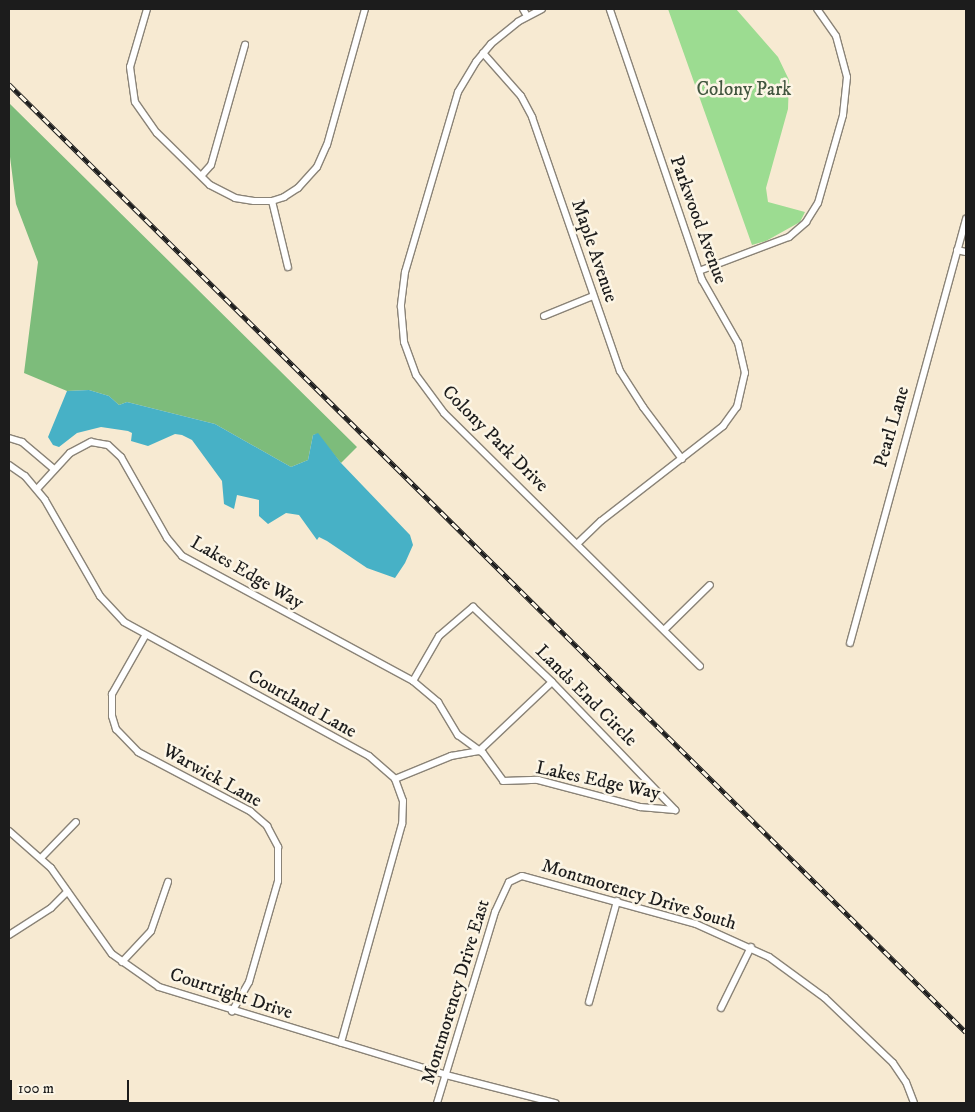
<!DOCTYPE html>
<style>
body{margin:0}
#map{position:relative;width:975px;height:1112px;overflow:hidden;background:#f7ead2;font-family:"IM FELL DW Pica",serif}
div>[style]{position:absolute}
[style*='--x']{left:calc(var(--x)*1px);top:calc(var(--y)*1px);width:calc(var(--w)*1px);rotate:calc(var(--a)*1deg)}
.green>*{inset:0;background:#9cdc91}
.forest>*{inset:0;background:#7dbc7b}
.water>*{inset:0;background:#47b1c6}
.roads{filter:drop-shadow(1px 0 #8a8377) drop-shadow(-1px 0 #8a8377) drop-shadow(0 1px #8a8377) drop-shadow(0 -1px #8a8377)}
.minor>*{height:6px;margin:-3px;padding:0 3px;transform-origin:3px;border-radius:3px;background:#fff}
.rail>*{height:4.5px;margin-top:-2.25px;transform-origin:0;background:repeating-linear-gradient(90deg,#fcf5e5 0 8px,#1c1c1c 0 16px);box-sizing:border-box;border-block:1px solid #1c1c1c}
span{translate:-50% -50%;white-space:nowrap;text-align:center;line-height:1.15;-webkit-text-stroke:5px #fcf5e5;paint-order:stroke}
.park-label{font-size:19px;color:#42563f}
.street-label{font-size:19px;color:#1c1c1c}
.frame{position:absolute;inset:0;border:10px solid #1c1c1c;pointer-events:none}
.scale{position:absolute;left:10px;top:1080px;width:119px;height:22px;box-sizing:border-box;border:2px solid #1c1c1c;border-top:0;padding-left:6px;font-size:15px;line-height:18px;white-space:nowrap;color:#1c1c1c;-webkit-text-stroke:4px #fcf5e5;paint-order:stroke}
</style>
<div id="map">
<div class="green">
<div style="clip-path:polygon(668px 9px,736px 9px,778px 57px,789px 80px,788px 109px,766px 188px,768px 202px,805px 212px,800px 222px,766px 241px,752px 245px)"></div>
</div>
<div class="forest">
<div style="clip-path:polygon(9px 103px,357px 447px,341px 463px,317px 434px,313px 435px,308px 460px,291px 467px,215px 424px,127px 402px,119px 405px,109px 396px,89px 390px,67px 391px,24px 373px,38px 262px,16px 204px,9px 149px)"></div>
</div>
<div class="water">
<div style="clip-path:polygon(89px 390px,109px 396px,119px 405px,127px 402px,215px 424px,291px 467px,308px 460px,313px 435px,318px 433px,341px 463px,410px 535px,413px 545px,405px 563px,395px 578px,367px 568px,327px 541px,319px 537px,317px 540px,299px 515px,286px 513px,268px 524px,259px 516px,259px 500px,237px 495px,234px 509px,224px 504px,222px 481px,192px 440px,182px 435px,175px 434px,148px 446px,131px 441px,132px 433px,128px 431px,101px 427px,77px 433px,59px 447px,53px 445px,48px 437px,67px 391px)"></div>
</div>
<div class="roads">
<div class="minor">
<div style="--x:147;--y:9;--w:60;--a:106.3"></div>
<div style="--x:130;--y:67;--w:35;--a:82"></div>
<div style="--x:135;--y:102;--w:38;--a:55"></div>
<div style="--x:157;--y:133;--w:74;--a:44.5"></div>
<div style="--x:210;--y:185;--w:28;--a:27"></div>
<div style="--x:235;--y:198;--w:19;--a:9"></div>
<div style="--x:254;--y:201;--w:18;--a:0"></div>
<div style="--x:272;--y:201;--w:13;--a:-18"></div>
<div style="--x:284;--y:197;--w:17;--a:-33"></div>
<div style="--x:298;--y:188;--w:28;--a:-48"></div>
<div style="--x:317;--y:167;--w:24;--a:-66"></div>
<div style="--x:327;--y:145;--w:141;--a:-74.4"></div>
<div style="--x:523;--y:9;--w:8;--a:60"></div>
<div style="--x:542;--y:9;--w:27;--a:152"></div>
<div style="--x:518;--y:22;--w:35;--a:141"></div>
<div style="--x:491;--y:44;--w:23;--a:130"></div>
<div style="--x:476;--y:62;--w:35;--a:121"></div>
<div style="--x:458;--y:92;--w:188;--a:106.4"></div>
<div style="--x:405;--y:272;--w:35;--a:97"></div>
<div style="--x:401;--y:307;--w:35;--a:85"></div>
<div style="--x:404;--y:342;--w:35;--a:70"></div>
<div style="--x:416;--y:375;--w:47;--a:53.6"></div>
<div style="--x:444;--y:413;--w:360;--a:44.7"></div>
<div style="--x:483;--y:53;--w:57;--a:48.5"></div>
<div style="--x:521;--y:96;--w:24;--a:62"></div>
<div style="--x:532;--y:117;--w:269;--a:70.9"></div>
<div style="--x:620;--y:371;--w:43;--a:57.4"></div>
<div style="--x:643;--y:407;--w:65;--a:53.1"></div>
<div style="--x:202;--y:175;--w:13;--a:-48"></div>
<div style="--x:211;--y:165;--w:125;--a:-74.2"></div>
<div style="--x:272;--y:201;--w:68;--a:76.4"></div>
<div style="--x:957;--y:250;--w:9;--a:13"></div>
<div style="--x:699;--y:271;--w:96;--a:-20.7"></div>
<div style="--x:789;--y:237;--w:23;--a:-41"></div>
<div style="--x:806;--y:222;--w:22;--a:-58"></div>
<div style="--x:818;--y:203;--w:91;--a:-74.1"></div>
<div style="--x:843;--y:115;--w:38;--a:-84"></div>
<div style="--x:847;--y:77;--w:42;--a:-105"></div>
<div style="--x:836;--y:36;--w:33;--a:-125"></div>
<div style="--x:544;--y:316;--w:53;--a:-22.2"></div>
<div style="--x:9;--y:438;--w:14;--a:17"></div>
<div style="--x:22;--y:442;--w:42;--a:40.2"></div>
<div style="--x:9;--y:465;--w:19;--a:35"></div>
<div style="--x:25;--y:476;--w:31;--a:50"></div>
<div style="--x:45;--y:500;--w:111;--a:60.2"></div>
<div style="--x:100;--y:596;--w:35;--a:47"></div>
<div style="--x:124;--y:622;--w:279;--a:28.7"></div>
<div style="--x:369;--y:756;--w:35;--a:41"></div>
<div style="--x:395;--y:779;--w:23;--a:70"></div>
<div style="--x:403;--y:801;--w:23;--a:92"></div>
<div style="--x:402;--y:824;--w:227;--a:105.6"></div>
<div style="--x:37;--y:489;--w:49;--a:-47.5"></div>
<div style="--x:70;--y:453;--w:24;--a:-28"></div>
<div style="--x:91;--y:442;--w:17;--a:10"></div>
<div style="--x:108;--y:445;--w:18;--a:43"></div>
<div style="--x:121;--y:457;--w:93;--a:60.4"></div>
<div style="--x:167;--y:538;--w:23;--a:50"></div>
<div style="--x:182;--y:556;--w:263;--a:28.4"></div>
<div style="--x:413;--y:681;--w:33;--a:40"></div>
<div style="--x:438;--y:702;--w:39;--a:59"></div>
<div style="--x:458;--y:735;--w:31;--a:36"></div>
<div style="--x:483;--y:753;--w:34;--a:54"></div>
<div style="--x:503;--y:781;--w:35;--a:-2"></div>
<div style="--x:538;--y:780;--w:106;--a:14.8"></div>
<div style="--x:640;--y:807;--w:35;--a:5"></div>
<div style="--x:577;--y:544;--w:33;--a:-44"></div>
<div style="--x:601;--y:521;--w:155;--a:-37.9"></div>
<div style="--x:723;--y:426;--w:24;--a:-54"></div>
<div style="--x:737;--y:407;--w:35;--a:-77"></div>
<div style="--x:745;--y:373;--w:31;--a:-103"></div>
<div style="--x:738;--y:343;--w:73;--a:-119.7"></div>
<div style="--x:702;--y:280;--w:286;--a:-108.8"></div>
<div style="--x:664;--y:630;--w:64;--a:-44.4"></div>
<div style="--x:145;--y:636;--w:67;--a:119.6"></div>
<div style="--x:112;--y:694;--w:22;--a:90"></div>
<div style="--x:112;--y:716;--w:14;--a:73"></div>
<div style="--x:116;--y:729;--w:32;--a:46"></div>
<div style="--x:138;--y:752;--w:127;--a:27.8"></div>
<div style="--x:250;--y:811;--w:23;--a:41"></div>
<div style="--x:267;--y:826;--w:24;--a:62"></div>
<div style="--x:278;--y:847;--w:34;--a:90"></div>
<div style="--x:278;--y:881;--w:105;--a:106"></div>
<div style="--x:249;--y:982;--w:34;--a:120"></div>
<div style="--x:850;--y:643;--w:440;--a:-74.7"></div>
<div style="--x:413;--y:681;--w:52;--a:-60"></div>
<div style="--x:439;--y:636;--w:45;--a:-40.5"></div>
<div style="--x:473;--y:607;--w:109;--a:43.5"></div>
<div style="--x:552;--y:682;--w:178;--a:46.1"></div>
<div style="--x:395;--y:779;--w:61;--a:-22.3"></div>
<div style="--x:451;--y:756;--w:28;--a:-10"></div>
<div style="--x:479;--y:751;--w:100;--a:-43.4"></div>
<div style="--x:9;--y:831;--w:56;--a:41.4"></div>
<div style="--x:51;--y:868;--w:105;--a:54.7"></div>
<div style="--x:112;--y:954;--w:57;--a:35.1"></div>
<div style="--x:159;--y:987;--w:300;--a:17"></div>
<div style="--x:446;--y:1075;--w:113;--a:14.4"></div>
<div style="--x:41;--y:858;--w:50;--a:-45.8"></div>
<div style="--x:9;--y:935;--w:50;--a:-32.7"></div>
<div style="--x:51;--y:908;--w:23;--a:-45"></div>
<div style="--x:122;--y:962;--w:42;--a:-46.9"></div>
<div style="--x:151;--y:931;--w:52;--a:-70.9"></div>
<div style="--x:589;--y:1002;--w:105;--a:-74.5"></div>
<div style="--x:721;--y:1008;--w:68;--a:-63.8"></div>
<div style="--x:437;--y:1103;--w:200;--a:-73.1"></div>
<div style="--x:495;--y:912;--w:33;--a:-65"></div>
<div style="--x:509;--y:882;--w:14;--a:-25"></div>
<div style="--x:522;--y:876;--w:180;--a:15.4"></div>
<div style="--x:696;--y:924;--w:80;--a:24.3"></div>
<div style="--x:769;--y:957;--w:69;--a:36.2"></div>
<div style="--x:825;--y:998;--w:94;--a:43.7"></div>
<div style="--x:893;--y:1063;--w:23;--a:56"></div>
<div style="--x:906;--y:1082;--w:22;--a:69"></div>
</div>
</div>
<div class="rail">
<div style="--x:9;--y:84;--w:1347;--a:44.73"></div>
</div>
<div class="park-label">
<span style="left:744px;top:90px">Colony Park</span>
</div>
<div class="street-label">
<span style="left:698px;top:220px;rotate:70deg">Parkwood Avenue</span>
<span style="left:594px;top:251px;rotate:71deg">Maple Avenue</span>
<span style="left:892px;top:427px;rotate:-74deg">Pearl Lane</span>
<span style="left:495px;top:439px;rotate:45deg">Colony Park Drive</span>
<span style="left:247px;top:573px;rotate:30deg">Lakes Edge Way</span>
<span style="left:586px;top:696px;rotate:45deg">Lands End Circle</span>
<span style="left:302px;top:704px;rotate:29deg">Courtland Lane</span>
<span style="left:212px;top:776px;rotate:29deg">Warwick Lane</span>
<span style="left:598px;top:781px;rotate:12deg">Lakes Edge Way</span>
<span style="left:639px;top:895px;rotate:17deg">Montmorency Drive South</span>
<span style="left:456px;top:992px;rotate:-73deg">Montmorency Drive East</span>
<span style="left:231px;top:994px;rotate:18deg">Courtright Drive</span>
</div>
<div class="frame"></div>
<div class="scale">100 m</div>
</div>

────────────────

Problem description: Out of the records above, pull each line containing the word "roads".

Answer to the exercise:
.roads{filter:drop-shadow(1px 0 #8a8377) drop-shadow(-1px 0 #8a8377) drop-shadow(0 1px #8a8377) drop-shadow(0 -1px #8a8377)}
<div class="roads">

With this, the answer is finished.